◆ Problem requirements:
From the data, copy out every line in which the word "JSON" appears.

====== Excerpted records

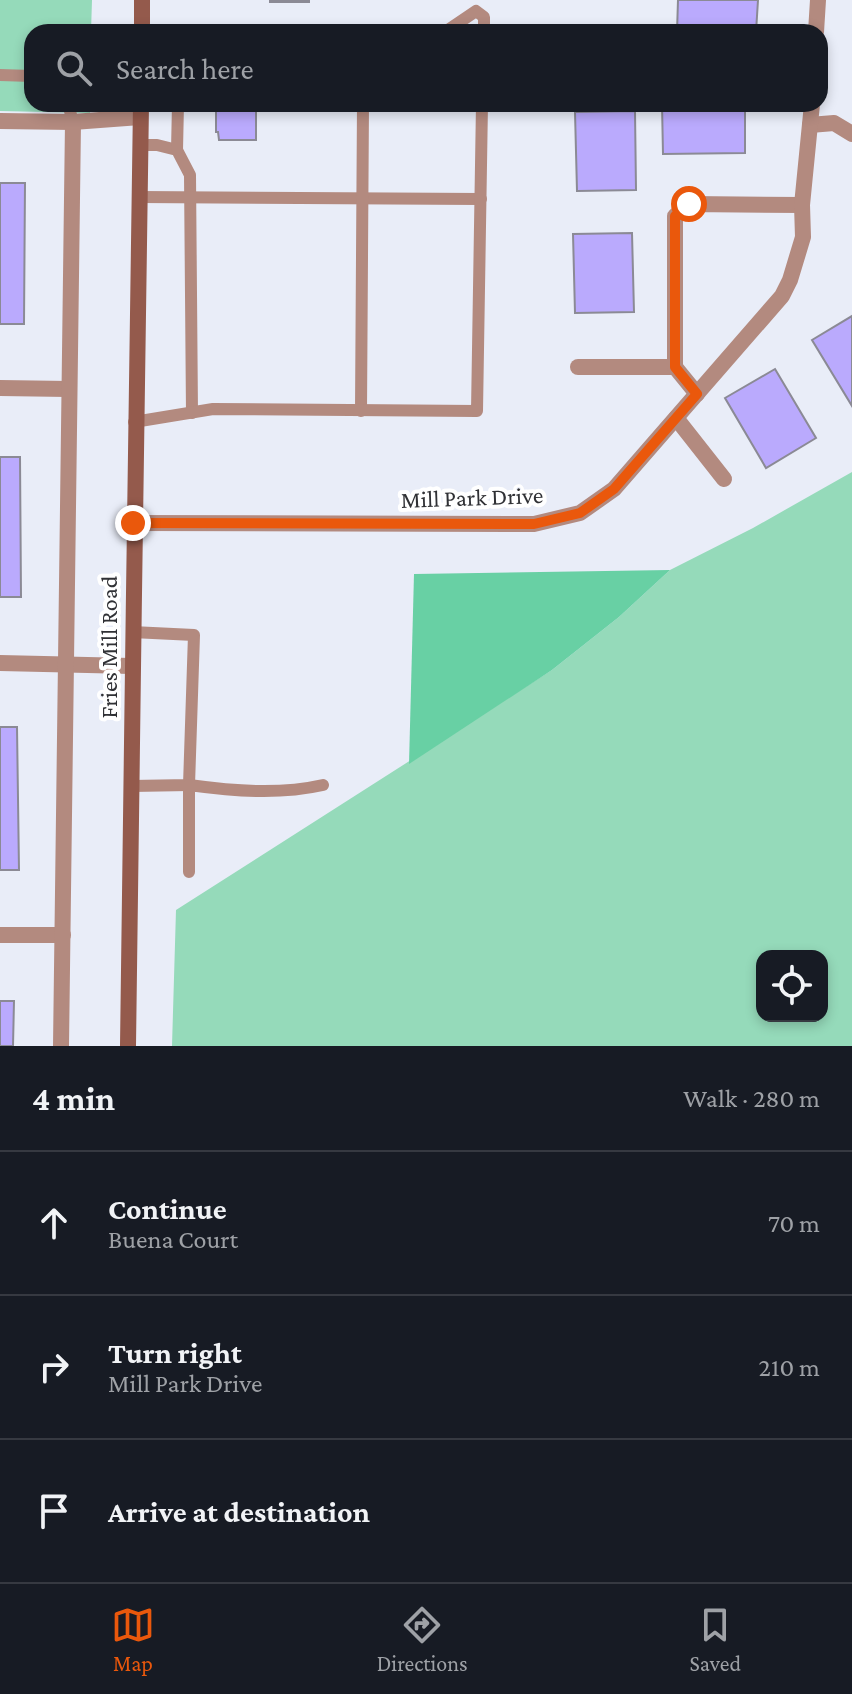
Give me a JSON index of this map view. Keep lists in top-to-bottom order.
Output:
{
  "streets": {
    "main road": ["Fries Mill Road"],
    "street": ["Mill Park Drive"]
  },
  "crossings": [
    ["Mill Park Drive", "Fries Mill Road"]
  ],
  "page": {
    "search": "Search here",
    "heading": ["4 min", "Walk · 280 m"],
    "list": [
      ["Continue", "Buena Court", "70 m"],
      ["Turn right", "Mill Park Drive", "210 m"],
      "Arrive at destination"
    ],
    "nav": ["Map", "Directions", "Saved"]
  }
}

============
====== Excerpted records

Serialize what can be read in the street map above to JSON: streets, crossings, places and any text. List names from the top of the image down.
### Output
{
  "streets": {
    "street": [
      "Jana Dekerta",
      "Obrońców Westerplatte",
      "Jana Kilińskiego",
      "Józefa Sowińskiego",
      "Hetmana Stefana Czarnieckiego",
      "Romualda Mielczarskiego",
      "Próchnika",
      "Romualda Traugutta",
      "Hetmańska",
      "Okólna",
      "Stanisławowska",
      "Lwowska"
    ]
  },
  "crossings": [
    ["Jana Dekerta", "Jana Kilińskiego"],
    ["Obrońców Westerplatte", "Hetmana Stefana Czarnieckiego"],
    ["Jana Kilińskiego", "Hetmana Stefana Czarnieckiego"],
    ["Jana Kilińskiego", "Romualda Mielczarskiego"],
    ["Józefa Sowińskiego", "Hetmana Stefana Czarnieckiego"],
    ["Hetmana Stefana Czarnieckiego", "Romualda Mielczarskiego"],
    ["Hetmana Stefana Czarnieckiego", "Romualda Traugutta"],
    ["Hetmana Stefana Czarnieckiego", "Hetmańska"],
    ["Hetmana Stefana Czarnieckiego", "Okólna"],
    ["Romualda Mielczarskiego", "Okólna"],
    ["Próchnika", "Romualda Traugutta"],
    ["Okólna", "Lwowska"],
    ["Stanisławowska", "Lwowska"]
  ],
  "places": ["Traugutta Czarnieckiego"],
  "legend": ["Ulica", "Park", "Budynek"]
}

============

◆ Solved problem:
Give me a JSON index of this map view. Keep lists in top-to-bottom order.
Serialize what can be read in the street map above to JSON: streets, crossings, places and any text. List names from the top of the image down.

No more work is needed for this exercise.